> [PROMPT]
Look for "scale" in each line of the records, and copy the lines that have it.

PROVIDED DATA Start Marker

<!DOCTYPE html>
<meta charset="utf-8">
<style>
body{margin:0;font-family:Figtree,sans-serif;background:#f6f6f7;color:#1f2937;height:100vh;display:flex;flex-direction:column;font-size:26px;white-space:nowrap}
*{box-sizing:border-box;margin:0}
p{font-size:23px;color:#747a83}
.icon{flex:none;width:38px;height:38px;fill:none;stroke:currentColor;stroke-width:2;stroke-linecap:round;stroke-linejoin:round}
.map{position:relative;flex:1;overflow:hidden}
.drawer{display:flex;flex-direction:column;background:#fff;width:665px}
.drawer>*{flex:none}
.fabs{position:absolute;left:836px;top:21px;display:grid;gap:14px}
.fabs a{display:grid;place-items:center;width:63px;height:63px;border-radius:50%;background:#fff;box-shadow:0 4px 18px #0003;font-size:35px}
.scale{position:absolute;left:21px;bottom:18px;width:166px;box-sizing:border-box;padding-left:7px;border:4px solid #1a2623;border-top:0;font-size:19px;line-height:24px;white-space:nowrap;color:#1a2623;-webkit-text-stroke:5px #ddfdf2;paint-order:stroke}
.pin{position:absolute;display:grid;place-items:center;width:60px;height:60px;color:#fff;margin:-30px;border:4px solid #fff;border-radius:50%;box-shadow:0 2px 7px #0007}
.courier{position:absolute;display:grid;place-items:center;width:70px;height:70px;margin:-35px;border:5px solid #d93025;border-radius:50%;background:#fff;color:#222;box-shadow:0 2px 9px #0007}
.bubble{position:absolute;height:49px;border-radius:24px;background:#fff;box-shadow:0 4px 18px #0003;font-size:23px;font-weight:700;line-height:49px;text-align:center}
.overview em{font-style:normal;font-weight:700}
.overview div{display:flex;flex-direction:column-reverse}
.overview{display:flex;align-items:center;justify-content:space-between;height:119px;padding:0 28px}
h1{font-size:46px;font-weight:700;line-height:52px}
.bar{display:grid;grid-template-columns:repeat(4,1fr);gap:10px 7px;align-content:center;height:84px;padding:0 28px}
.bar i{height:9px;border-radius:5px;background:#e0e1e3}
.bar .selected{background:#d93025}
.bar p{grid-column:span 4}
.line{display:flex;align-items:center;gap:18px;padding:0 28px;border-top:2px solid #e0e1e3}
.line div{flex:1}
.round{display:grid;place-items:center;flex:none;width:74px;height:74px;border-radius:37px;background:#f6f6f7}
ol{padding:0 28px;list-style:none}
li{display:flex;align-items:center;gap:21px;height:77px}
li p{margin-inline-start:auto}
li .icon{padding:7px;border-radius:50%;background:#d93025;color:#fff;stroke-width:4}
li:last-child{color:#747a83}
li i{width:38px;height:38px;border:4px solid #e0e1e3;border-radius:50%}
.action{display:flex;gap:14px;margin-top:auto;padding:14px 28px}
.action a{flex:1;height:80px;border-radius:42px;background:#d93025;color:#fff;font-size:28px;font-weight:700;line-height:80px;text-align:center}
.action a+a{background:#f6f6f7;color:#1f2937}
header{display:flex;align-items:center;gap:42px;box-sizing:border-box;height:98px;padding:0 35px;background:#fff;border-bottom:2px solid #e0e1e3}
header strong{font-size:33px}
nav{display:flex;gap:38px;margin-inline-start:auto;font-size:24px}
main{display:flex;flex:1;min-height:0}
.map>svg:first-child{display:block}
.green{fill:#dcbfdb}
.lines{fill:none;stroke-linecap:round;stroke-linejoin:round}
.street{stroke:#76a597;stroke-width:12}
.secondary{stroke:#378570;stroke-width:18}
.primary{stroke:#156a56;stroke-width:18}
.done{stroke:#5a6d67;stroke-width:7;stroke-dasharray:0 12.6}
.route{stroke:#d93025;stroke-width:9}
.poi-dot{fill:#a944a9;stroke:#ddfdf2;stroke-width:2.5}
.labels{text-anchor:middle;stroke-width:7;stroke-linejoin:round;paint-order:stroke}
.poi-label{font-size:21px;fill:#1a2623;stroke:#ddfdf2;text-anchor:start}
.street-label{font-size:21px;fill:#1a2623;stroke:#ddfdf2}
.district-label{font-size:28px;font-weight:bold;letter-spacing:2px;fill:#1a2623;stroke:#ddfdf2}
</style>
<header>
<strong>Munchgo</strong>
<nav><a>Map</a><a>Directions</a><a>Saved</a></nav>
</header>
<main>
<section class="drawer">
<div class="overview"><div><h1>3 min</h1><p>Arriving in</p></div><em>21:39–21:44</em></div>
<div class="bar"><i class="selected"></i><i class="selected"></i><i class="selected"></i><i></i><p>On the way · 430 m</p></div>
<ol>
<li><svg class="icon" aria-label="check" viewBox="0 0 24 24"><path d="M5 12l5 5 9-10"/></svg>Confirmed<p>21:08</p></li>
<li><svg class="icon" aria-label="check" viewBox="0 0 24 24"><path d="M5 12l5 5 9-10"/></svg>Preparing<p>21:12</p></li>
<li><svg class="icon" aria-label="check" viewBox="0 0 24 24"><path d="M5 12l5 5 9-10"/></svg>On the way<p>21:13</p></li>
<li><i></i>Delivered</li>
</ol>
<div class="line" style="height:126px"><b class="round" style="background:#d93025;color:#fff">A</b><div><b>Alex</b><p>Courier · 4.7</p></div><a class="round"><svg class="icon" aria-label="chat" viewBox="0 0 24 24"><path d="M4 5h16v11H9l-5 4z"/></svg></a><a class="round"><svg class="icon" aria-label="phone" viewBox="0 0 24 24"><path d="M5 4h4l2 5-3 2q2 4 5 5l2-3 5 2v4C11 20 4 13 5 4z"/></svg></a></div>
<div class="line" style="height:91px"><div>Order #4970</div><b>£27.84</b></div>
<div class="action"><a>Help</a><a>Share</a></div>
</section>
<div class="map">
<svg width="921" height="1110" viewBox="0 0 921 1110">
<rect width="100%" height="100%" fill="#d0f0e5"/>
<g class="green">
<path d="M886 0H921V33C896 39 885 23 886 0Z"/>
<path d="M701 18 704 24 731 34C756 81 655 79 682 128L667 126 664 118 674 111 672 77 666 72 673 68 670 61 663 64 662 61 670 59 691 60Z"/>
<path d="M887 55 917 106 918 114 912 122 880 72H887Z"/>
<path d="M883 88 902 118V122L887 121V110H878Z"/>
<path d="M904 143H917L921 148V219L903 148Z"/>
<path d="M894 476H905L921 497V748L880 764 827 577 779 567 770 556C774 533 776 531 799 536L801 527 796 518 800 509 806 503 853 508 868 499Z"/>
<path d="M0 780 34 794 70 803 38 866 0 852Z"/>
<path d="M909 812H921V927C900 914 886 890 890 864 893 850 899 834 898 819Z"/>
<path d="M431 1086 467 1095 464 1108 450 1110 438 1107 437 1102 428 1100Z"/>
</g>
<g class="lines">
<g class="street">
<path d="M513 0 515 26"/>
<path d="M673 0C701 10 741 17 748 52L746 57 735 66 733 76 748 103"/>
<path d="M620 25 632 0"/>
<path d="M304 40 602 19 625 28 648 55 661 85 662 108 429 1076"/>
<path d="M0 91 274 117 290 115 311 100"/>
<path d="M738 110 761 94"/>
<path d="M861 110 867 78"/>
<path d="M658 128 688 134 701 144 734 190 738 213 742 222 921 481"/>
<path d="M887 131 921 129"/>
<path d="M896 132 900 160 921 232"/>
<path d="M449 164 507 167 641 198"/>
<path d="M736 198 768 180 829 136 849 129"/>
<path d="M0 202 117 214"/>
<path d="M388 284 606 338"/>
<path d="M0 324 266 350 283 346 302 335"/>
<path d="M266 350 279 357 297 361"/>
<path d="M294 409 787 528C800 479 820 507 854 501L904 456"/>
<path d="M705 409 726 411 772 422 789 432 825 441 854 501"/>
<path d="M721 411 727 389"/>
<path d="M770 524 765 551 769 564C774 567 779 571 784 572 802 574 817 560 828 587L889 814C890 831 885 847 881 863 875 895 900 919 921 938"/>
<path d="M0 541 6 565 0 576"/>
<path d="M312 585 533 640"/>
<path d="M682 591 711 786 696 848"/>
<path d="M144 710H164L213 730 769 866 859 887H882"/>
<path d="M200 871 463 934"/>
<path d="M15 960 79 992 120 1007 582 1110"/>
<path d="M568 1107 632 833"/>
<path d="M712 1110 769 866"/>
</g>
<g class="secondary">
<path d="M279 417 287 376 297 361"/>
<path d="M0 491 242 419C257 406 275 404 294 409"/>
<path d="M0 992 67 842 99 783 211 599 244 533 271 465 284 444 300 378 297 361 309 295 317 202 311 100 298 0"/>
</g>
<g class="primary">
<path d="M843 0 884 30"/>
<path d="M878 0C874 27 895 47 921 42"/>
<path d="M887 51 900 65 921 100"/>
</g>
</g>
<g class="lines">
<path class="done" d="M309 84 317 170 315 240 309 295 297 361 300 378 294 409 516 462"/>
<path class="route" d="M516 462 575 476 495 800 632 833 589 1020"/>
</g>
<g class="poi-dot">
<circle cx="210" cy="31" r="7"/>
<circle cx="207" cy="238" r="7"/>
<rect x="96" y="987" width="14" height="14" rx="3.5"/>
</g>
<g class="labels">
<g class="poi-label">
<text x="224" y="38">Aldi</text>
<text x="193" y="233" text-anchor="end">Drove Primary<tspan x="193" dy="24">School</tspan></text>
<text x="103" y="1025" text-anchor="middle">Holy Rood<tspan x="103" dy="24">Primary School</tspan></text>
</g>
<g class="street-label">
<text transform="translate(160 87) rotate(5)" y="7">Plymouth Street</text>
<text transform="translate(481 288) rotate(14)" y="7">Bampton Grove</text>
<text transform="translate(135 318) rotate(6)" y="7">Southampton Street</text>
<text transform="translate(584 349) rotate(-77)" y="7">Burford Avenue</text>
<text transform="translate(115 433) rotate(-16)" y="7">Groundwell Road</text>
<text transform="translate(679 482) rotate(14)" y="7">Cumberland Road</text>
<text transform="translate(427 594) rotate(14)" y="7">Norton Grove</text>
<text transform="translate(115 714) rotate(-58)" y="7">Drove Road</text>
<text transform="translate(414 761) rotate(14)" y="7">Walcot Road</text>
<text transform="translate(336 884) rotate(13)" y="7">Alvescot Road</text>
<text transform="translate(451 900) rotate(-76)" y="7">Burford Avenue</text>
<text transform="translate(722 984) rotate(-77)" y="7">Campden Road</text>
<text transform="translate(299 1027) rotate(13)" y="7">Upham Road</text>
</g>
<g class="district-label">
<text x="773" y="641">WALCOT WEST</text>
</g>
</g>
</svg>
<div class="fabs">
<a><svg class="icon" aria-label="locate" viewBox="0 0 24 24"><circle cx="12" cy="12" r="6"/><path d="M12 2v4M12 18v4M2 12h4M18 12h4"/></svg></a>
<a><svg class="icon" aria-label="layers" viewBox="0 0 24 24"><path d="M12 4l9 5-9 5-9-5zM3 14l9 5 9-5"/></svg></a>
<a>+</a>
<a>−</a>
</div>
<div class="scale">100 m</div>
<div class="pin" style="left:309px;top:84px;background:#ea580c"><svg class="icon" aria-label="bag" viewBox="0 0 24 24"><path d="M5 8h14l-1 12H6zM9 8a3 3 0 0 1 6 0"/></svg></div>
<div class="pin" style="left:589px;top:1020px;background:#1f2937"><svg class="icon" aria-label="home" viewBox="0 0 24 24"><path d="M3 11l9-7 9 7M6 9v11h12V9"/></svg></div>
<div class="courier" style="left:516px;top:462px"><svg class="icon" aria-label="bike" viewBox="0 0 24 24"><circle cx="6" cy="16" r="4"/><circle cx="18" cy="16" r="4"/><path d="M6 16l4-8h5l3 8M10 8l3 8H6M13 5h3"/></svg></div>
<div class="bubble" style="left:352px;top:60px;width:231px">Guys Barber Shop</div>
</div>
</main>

PROVIDED DATA End Marker

> [TASK RESPONSE]
.scale{position:absolute;left:21px;bottom:18px;width:166px;box-sizing:border-box;padding-left:7px;border:4px solid #1a2623;border-top:0;font-size:19px;line-height:24px;white-space:nowrap;color:#1a2623;-webkit-text-stroke:5px #ddfdf2;paint-order:stroke}
<div class="scale">100 m</div>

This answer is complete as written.